Model ID deepseek-v3
Parameters 671B (MoE, ~37B active)
Context window 64k
Strengths Top-tier reasoning. Mixture-of-experts architecture — frontier quality at non-frontier cost.
GPU 8x H100 80GB
LoRA Not supported (MoE architecture)
Pricing $0.50 / $1.20 per 1M tokens
Availability Reserved tier only

Llama 3.1 405B Instruct

Model ID llama-3.1-405b-instruct
Parameters 405B
Context window 128k (limited to 8k default)
Strengths Largest open-weight model. Premium quality for complex reasoning, long documents.
GPU 8x H100 80GB (FP8, TP=8)
LoRA Not supported at this scale
Pricing $2.50 / $3.50 per 1M tokens
Availability Reserved tier only

Embedding Models

BGE-M3

Model ID bge-m3
Parameters 560M
Dimensions 1024
Strengths Best multilingual embedding model. Supports 100+ languages. Dense, sparse, and ColBERT retrieval in one model.
GPU 1x RTX 5090
Pricing $0.02 per 1M tokens

E5-Mistral 7B Instruct

Model ID e5-mistral-7b-instruct
Parameters 7B
Dimensions 4096
Strengths Instruction-tuned embeddings.

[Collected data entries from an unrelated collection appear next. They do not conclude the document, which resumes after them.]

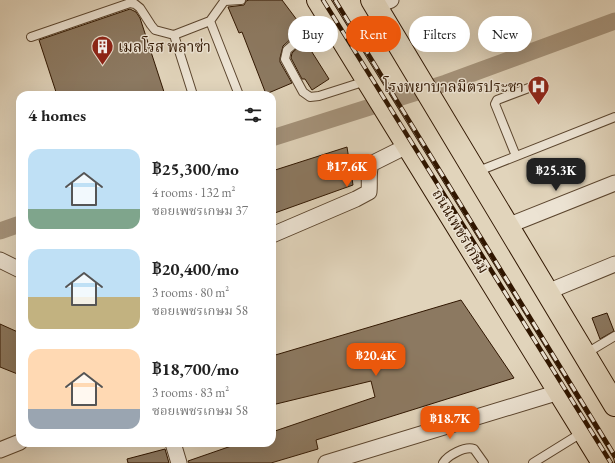 <!DOCTYPE html>
<html lang="en">
<head>
<meta charset="utf-8">
<style>
  :root { --surface:#fff; --page:#f6f6f6; --text:#222; --muted:#767676; --accent:#ea580c }
  body { margin:0; font-family:"EB Garamond","Noto Serif Thai",serif; background:var(--page); color:var(--text); height:100vh; display:flex; flex-direction:column; font-size:15px; white-space:nowrap }
  * { box-sizing:border-box; margin:0 }
  p { font-size:13px; color:var(--muted) }
  .icon { flex:none; width:22px; height:22px; fill:none; stroke:currentColor; stroke-width:2; stroke-linecap:round; stroke-linejoin:round }
  .map { position:relative; flex:1; overflow:hidden }
  .sheet { position:absolute; left:16px; top:91px; width:260px; height:356px; display:flex; flex-direction:column; background:var(--surface); border-radius:12px; box-shadow:0 4px 16px #0002 }
  .sheet>* { flex:none }
  .guide { position:absolute; left:288px; top:16px; width:267px; height:36px; display:flex; gap:8px }
  .price { position:absolute; translate:-50% -34px; padding:0 9px; border-radius:8px; background:var(--accent); color:#fff; font-size:13px; line-height:26px; filter:drop-shadow(0 1px 2px #0008) }
  .price::after { content:''; position:absolute; left:50%; top:24px; width:12px; height:9px; margin-left:-6px; background:inherit; clip-path:polygon(0 0,100% 0,50% 100%) }
  .price.selected { background:#222; color:#fff }
  ul { padding:0; list-style:none }
  li { display:flex; align-items:center; gap:12px; height:100px; padding:0 12px }
  li span { display:grid; place-items:center; flex:none; width:112px; height:80px; border-radius:12px; color:#555 }
  li>.icon { margin-inline-start:auto }
  span .icon { width:48px; height:48px; fill:#fffc; stroke-width:1 }
  li b { font-size:17px }
  h2 { display:flex; justify-content:space-between; align-items:center; height:48px; padding:0 12px; font-size:17px }
  .pill { padding:0 14px; border-radius:18px; background:var(--surface); box-shadow:0 4px 16px #0002; font-size:14px; line-height:36px }
  .pill.selected { background:var(--accent); color:#fff }
  .map>svg:first-child { display:block }
  .lines { fill:none; stroke-linecap:round; stroke-linejoin:round }
  .canal { stroke:#a5937b; stroke-width:17 }
  .building { fill:#8c7961; stroke:#301600 }
  .lane-casing { stroke:#5c462f; stroke-width:10 }
  .street-casing { stroke:#5c462f; stroke-width:17 }
  .primary-casing { stroke:#301600; stroke-width:24 }
  .lane { stroke:#ece3d3; stroke-width:8 }
  .street { stroke:#ece3d3; stroke-width:15 }
  .primary { stroke:#e1d4bb; stroke-width:22 }
  .rail-casing { stroke:#301600; stroke-width:4.5 }
  .rail { stroke:#ece3d3; stroke-width:3; stroke-dasharray:9; stroke-linecap:butt }
  .labels { text-anchor:middle; dominant-baseline:central; stroke-width:3; stroke-linejoin:round; paint-order:stroke }
  .poi-label { font-size:15px; fill:#301600; stroke:#ece3d3; text-anchor:start }
  .street-label { font-size:15px; fill:#301600; stroke:#ece3d3 }
</style>
</head>
<body>
<div class="map">
<svg width="615" height="463" viewBox="0 0 615 463">
  <rect width="100%" height="100%" fill="#e1d4bb"/>
  <filter id="stains"><feTurbulence type="fractalNoise" baseFrequency=".005" numOctaves="4"/><feColorMatrix values="0 0 0 0 .2 0 0 0 0 .09 0 0 0 0 .02 0 0 0 .5 -.17"/></filter>
  <radialGradient id="worn" r=".72"><stop offset=".6" stop-color="#630" stop-opacity="0"/><stop offset="1" stop-color="#630" stop-opacity=".3"/></radialGradient>
  <g class="lines">
    <path class="canal" d="M272,138l174,-55 169,-62
      M0,231l20,-7"/>
  </g>
  <path class="building" d="M249,0h33l21,28 -20,18 -3,12v4l12,21 -26,11 -24,-62 -3,1 -11,-26 16,-2 2,-4z
    M130,9l6,3 4,6 25,77h-108l-18,-55z
    M305,41l24,38 -17,11 -7,-11h-3l-11,-21 1,-5z
    M347,147l6,38 -81,29v-43z
    M461,300l53,78 -198,62 2,9 -47,14h-82l-1,-2 52,-18h32v-11l103,-35 -4,-16 -99,24v-49z
    M607,313l7,18 -14,8 -8,-21z
    M0,324l20,9v42l-20,-8z
    M165,449l4,14h-41l-1,-4z"/>
  <g class="lines">
    <defs>
      <path id="lane" d="M225,1l16,-1
        M327,15l-40,35 -2,9 18,33 7,5 9,-1 47,-15
        M210,21l29,74
        M174,35l19,60
        M31,37l99,-34 5,1 5,4 11,17 4,5 19,5 36,-14 15,-21
        M516,156l-21,-52 2,-4 37,-14
        M476,172l139,-55
        M585,354l30,-18
        M443,463c5,-8 22,-17 31,-14l10,14
        M533,463l50,-31"/>
      <path id="street" d="M376,6l15,-6
        M507,226l108,-43
        M272,235l84,-36 13,-7c1,-10 -1,-19 2,-28l38,-19
        M0,260l20,10
        M547,292l68,-28
        M173,443l6,20
        M0,450l20,-8
        M326,463l233,-71"/>
      <path id="primary" d="M318,0l285,463
        M372,0l243,405"/>
    </defs>
    <use href="#lane" class="lane-casing"/>
    <use href="#street" class="street-casing"/>
    <use href="#primary" class="primary-casing"/>
    <use href="#lane" class="lane"/>
    <use href="#street" class="street"/>
    <use href="#primary" class="primary"/>
    <defs>
      <path id="rail" d="M323,0l288,463
        M335,0l280,456"/>
    </defs>
    <use href="#rail" class="rail-casing"/>
    <use href="#rail" class="rail"/>
  </g>
  <defs>
    <symbol id="building-pin" viewBox="-11 -11 22 30"><path d="M0 17L-7.5 6A9.5 9.5 0 1 1 7.5 6Z" fill="#8f2418" stroke="#ece3d3"/><path d="M-4-6H4V6H1V3H-1V6H-4ZM-2.5-4.3h1.7v1.8h-1.7ZM.8-4.3h1.7v1.8H.8ZM-2.5-1h1.7V.8h-1.7ZM.8-1h1.7V.8H.8Z" fill="#fff"/></symbol>
    <symbol id="hospital-pin" viewBox="-11 -11 22 30"><path d="M0 17L-7.5 6A9.5 9.5 0 1 1 7.5 6Z" fill="#8f2418" stroke="#ece3d3"/><path d="M-5-5h3v3.5h4V-5h3V5h-3V1.5h-4V5h-3Z" fill="#fff"/></symbol>
  </defs>
  <g fill-rule="evenodd">
    <use href="#building-pin" x="90" y="34" width="25" height="34"/>
    <use href="#hospital-pin" x="526" y="74" width="25" height="34"/>
  </g>
  <g class="labels">
    <g class="poi-label">
      <text x="118" y="46">เมลโรส พลาซ่า</text>
      <text x="524" y="86" text-anchor="end">โรงพยาบาลมิตรประชา</text>
    </g>
    <g class="street-label">
      <text transform="translate(461 231) rotate(59)">ถนนเพชรเกษม</text>
    </g>
  </g>
  <rect width="100%" height="100%" filter="url(#stains)"/>
  <rect width="100%" height="100%" fill="url(#worn)"/>
</svg>
<b class="price" style="left:347px;top:188px">฿17.6K</b>
<b class="price selected" style="left:556px;top:192px">฿25.3K</b>
<b class="price" style="left:376px;top:377px">฿20.4K</b>
<b class="price" style="left:450px;top:440px">฿18.7K</b>
<div class="guide">
<a class="pill">Buy</a>
<a class="pill selected">Rent</a>
<a class="pill">Filters</a>
<a class="pill">New</a>
</div>
<section class="sheet">
<h2>4 homes<svg class="icon" aria-label="filters" viewBox="0 0 24 24"><path d="M4 7h16M4 17h16"/><circle cx="9" cy="7" r="2"/><circle cx="15" cy="17" r="2"/></svg></h2>
<ul>
<li><span style="background:linear-gradient(#bfe0f5 75%,#7fa58c 0)"><svg class="icon" aria-label="home" viewBox="0 0 24 24"><path d="M3 11l9-7 9 7M6 9v11h12V9"/></svg></span><div><b>฿25,300/mo</b><p>4 rooms · 132 m²</p><p>ซอยเพชรเกษม 37</p></div></li>
<li><span style="background:linear-gradient(#bfe0f5 60%,#c2b280 0)"><svg class="icon" aria-label="home" viewBox="0 0 24 24"><path d="M3 11l9-7 9 7M6 9v11h12V9"/></svg></span><div><b>฿20,400/mo</b><p>3 rooms · 80 m²</p><p>ซอยเพชรเกษม 58</p></div></li>
<li><span style="background:linear-gradient(#ffd9b3 75%,#9aa5b1 0)"><svg class="icon" aria-label="home" viewBox="0 0 24 24"><path d="M3 11l9-7 9 7M6 9v11h12V9"/></svg></span><div><b>฿18,700/mo</b><p>3 rooms · 83 m²</p><p>ซอยเพชรเกษม 58</p></div></li>
</ul>
</section>
</div>
</body>
</html>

Higher quality than BGE-M3 for English.
GPU 1x RTX 5090
Pricing $0.05 per 1M tokens

Nomic Embed v1.5

Model ID nomic-embed-v1.5
Parameters 137M
Dimensions 768
Strengths Fastest, cheapest. Good for high-volume, latency-sensitive retrieval.
GPU 1x RTX 5090
Pricing $0.02 per 1M tokens

Requesting models not in the catalog

Shared tier: use what's listed above.

Reserved/dedicated tier: request any model in a supported architecture (Llama, Mistral, Qwen, Gemma families). We evaluate and deploy on your capacity within 1 business day. Contact your account manager or open a request in the dashboard.